───── Excerpted data ─────
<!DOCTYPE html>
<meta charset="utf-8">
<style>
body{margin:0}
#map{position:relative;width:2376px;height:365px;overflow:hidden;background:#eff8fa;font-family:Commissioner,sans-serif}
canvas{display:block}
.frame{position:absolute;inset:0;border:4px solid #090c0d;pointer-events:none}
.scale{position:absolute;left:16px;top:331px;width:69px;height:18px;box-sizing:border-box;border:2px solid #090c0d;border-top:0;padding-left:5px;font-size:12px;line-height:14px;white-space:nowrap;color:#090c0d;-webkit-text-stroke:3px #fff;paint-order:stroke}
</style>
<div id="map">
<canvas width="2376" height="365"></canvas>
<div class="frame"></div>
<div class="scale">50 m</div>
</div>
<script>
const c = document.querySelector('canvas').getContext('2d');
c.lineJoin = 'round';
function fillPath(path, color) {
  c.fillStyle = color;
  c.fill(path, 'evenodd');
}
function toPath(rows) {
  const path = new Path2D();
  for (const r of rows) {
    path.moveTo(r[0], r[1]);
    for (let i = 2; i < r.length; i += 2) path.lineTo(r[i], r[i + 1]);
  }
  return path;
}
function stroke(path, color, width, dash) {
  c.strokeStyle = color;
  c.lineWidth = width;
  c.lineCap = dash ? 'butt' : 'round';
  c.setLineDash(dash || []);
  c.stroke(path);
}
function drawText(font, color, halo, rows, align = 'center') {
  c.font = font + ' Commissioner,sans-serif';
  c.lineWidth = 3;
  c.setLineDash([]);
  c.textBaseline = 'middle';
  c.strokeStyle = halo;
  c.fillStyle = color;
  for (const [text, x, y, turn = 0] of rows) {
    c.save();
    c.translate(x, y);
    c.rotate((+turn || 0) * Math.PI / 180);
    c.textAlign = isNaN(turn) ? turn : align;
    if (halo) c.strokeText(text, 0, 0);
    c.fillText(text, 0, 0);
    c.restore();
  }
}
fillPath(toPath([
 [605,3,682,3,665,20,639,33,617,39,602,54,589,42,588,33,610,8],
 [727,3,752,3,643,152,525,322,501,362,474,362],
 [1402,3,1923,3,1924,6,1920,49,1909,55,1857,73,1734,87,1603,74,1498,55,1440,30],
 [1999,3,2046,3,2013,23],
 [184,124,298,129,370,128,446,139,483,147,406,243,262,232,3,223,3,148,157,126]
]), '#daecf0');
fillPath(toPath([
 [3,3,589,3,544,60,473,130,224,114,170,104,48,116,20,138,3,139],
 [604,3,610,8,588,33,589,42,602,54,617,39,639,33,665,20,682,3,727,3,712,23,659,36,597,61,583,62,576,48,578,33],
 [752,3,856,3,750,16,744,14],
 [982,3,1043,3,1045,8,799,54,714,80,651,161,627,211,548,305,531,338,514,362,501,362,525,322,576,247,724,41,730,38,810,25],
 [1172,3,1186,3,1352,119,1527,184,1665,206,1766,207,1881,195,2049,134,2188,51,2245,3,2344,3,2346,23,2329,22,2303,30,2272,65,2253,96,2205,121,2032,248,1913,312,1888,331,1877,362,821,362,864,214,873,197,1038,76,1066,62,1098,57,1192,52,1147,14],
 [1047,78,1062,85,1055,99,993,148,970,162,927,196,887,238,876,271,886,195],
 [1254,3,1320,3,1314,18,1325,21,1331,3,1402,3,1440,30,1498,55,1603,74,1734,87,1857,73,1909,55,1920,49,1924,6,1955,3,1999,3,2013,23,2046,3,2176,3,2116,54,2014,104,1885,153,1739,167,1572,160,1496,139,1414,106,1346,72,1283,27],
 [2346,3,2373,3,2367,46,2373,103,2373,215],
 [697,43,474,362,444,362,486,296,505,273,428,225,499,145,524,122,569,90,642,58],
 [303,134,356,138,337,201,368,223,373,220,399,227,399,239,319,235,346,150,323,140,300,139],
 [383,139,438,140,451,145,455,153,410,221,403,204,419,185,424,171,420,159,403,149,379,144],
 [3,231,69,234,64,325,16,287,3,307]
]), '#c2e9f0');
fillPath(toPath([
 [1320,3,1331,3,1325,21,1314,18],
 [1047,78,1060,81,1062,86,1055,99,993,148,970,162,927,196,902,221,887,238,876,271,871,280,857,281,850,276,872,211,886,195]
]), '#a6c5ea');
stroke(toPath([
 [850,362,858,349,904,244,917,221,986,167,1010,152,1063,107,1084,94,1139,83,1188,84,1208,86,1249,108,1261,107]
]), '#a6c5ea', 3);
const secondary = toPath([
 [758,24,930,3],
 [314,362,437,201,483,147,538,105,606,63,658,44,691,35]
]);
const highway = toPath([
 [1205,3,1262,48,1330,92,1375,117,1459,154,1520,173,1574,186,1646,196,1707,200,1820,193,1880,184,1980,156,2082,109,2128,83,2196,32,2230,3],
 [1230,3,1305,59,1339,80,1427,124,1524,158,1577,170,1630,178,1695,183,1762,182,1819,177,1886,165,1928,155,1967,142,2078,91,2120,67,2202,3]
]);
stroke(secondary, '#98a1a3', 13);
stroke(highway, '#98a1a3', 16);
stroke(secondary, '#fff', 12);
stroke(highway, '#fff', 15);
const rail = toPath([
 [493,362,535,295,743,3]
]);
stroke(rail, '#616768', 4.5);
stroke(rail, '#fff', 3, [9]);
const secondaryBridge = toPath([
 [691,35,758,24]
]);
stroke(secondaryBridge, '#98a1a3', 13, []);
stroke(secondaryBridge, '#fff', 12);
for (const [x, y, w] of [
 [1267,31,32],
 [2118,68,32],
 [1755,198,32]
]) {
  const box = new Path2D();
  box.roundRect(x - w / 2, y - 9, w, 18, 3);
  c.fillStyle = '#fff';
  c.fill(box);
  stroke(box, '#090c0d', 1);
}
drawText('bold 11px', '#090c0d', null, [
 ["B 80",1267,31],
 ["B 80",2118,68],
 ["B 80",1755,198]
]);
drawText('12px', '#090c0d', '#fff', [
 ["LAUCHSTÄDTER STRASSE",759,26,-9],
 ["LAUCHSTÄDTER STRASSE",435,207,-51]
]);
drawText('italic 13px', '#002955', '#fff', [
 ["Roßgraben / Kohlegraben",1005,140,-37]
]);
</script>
─────
» The problem: Please give the number of lines in the entries above that hold "function", with no other text.

» Task result: 4